User configuration options
Now that I’ve shown you the scripting options that apply to the computer configuration, I want to discuss the scripting options that apply to the user configuration. You can define group policy level login and logoff scripts in a manner very similar to that used for defining startup and shut down scripts.
Navigate through the console tree to Default Domain Policy | User Configuration | Windows Settings | Scripts. The Scripts container contains a logon and a logoff object that you can configure to point to any login or logoff scripts you may want to assign at the user level.

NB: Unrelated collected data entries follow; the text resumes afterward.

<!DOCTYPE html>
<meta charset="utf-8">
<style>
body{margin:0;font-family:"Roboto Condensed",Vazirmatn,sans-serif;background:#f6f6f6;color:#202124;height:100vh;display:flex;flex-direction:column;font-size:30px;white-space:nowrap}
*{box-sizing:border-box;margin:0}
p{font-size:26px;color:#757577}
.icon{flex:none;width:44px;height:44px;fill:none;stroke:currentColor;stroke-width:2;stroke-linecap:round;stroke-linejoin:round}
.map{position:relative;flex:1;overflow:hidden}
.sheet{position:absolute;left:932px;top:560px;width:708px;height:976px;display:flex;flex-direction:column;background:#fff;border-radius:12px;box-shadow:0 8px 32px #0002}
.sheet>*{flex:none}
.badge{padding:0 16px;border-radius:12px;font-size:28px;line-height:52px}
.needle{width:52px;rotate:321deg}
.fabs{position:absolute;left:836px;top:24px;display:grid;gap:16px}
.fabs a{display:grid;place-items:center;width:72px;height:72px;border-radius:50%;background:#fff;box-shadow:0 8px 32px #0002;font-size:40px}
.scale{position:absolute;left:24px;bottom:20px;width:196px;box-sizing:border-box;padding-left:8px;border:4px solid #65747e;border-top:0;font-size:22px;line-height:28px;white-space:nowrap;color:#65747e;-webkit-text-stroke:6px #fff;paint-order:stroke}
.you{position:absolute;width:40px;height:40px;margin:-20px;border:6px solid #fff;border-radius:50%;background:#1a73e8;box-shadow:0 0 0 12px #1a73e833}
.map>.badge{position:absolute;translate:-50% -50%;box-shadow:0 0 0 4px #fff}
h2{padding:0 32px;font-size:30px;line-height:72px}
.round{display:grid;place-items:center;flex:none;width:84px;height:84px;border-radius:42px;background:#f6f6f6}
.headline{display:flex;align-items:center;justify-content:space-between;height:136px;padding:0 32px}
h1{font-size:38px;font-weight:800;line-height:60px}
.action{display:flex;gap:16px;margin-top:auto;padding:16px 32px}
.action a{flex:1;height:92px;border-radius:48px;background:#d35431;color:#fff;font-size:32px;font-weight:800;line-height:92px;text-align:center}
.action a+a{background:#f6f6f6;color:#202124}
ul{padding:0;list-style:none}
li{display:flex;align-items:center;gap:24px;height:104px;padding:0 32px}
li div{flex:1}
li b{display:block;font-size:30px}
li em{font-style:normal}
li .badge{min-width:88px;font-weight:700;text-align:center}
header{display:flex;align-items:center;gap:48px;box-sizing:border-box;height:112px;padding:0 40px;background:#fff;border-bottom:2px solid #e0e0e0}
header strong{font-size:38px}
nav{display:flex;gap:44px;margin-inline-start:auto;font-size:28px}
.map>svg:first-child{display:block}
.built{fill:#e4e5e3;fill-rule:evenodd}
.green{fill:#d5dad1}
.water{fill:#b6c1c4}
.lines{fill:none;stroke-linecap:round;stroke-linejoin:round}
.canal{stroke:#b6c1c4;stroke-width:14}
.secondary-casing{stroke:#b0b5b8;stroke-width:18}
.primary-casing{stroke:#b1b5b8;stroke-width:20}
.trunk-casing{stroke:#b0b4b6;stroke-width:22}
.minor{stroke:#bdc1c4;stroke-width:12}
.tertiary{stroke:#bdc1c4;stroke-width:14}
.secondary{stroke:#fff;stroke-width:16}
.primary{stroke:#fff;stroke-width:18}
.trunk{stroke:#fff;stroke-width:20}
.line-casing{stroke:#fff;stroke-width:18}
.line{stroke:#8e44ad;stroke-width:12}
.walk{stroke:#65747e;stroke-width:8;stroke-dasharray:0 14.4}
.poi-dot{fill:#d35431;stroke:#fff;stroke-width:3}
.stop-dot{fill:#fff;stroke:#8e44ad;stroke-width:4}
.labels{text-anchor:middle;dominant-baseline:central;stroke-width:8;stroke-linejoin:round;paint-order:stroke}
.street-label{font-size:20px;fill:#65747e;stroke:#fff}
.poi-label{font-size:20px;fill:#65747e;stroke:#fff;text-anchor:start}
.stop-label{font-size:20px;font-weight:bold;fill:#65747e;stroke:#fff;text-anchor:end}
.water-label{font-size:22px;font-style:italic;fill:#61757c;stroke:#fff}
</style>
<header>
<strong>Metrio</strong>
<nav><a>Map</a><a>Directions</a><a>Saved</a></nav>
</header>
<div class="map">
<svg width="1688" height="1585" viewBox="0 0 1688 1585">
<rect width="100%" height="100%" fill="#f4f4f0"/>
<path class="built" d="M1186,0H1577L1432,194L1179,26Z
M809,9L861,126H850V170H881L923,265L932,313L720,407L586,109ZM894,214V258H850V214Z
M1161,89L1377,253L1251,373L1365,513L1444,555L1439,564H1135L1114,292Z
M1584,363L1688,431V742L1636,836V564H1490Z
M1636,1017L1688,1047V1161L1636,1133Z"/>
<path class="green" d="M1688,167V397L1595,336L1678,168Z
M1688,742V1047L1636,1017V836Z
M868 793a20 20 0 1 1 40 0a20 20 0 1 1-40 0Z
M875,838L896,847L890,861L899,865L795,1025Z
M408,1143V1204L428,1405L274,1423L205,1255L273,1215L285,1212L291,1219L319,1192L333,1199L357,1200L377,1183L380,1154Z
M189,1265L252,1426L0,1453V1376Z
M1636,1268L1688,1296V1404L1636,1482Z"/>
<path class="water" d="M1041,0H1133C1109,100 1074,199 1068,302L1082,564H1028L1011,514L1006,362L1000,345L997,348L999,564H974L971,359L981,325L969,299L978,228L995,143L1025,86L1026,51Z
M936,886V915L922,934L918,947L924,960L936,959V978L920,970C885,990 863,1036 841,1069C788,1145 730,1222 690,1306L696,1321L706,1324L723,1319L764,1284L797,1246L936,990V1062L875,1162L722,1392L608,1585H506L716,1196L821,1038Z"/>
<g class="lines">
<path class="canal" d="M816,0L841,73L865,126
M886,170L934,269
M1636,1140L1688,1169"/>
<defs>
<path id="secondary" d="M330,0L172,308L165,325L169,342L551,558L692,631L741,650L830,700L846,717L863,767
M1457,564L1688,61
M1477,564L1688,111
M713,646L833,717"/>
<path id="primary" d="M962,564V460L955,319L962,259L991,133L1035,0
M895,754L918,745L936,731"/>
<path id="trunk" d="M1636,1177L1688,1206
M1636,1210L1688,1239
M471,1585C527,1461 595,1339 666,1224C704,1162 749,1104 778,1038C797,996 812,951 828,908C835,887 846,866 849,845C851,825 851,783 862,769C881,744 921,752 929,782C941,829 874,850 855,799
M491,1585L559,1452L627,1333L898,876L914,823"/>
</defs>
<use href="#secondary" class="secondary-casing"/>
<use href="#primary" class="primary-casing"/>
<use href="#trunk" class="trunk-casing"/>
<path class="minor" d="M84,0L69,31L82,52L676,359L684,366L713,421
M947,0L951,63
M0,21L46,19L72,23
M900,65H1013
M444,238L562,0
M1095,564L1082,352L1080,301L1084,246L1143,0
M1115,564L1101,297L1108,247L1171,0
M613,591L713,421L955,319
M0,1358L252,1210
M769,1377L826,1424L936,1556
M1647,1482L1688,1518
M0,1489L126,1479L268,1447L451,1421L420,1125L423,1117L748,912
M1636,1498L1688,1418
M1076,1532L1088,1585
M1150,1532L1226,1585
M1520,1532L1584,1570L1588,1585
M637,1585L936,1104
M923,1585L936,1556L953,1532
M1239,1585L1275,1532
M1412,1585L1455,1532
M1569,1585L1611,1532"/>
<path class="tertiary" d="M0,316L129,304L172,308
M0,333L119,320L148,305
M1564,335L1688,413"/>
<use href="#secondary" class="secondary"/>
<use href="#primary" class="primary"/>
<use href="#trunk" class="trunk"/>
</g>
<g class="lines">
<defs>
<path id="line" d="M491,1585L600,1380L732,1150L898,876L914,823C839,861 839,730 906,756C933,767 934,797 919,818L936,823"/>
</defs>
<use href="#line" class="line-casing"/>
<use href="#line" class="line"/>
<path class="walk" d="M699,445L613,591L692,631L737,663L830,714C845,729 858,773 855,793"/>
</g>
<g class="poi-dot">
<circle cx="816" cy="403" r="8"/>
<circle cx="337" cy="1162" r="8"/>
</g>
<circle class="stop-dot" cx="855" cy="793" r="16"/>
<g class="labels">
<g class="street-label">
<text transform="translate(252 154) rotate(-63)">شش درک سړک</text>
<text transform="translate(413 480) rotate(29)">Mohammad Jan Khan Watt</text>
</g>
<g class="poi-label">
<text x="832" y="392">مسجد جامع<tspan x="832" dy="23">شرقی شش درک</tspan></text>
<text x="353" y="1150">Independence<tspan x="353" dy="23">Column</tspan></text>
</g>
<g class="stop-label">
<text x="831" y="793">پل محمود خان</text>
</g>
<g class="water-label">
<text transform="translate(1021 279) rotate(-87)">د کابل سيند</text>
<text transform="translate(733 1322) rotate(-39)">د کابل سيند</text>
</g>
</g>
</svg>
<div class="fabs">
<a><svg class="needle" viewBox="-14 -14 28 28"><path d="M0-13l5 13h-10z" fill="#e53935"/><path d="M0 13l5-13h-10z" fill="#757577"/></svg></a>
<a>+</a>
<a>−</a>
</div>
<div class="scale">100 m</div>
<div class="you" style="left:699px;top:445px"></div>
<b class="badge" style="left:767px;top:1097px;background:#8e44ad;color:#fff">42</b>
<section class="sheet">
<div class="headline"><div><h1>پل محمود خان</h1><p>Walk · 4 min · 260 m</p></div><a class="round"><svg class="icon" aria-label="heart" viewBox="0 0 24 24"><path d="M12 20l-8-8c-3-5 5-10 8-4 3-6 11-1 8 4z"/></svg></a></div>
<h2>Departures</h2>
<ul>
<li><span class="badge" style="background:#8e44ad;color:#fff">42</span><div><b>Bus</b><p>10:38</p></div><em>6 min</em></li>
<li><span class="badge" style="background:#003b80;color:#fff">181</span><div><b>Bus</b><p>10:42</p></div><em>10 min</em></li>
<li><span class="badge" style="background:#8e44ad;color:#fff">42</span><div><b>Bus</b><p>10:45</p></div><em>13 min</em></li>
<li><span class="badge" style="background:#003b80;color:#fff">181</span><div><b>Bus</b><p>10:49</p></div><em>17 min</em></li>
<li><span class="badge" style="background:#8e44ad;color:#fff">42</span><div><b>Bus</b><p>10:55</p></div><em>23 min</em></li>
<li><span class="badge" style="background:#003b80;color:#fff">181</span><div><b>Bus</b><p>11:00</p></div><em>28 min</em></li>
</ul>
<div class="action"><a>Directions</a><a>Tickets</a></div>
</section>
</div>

Like the Computer Configuration, the User Configuration section also contains options that you can configure to control the way that login and logoff scripts behave. Find these options by navigating to Default Domain Policy | User Configuration | Administrative Templates | System | Logon/Logoff. You can see the options offered in this section in Figure B.
|You can control login and logoff scripting options at the user level.|
As you can see in Figure B, this portion of the group policy contains a lot of handy options. About half of the options here relate to login scripts. Notice that there are options to run login and logoff scripts visibly. Keep in mind that if you set these options through the Computer Configuration section, they take precedence over settings in the User Configuration section. There is also an option in this section to run legacy login scripts hidden. If you’re still using legacy login scripts, I recommend enabling this option.
Also notice that this section has an option to run logon scripts synchronously. As I explained, this means that the login script must complete before the desktop will be displayed. Again, if you have configured this option in the Computer Configuration section, it will take precedence over the options found in the User Configuration section.
Are login scripts obsolete?
I said that I believe login scripts to be obsolete, and that I don’t use them on my personal network. After all of the cool group policy settings that I’ve shown you, you might be wondering why I feel this way. One of the biggest reasons is that most of the time, login scripts are just used as a mechanism for configuring the user’s environment.
For example, a login script can be used to map network drives or to attach a network printer. These types of actions can easily be defined in a profile, eliminating the need for a login script. Of course, if your users are allowed to make changes to their profiles, you might want to consider writing a login script anyway, just in case users make profile changes that damage environment settings.
The other frequent use of login scripts is to run programs. However, I’ve seen too many cases where people get carried away and write some massive script that runs at the system startup. Extra code increases the chances of a security problem or a compatibility problem.
Windows 2000 is very accepting of what it will allow you to pass off as a login script. Basically, anything that Windows can run, it can use as a login script. This includes batch files, EXE files, VBS files, and JS files. The problem is that while Windows 2000 can run VBS and JS files natively, Windows 95 and Windows NT can’t. If you have a VBS login script, the script won’t run on Windows 95 or Windows NT machines unless you somehow embed the script into a batch file.
When it comes right down to it, in a mixed environment, more often than not, login scripts aren’t the way to go. Mandatory profiles and group policies can do almost everything you used to do with login scripts. Even though you’re probably more familiar and comfortable with login scripts, you’ll gain more efficiency by leaving them behind.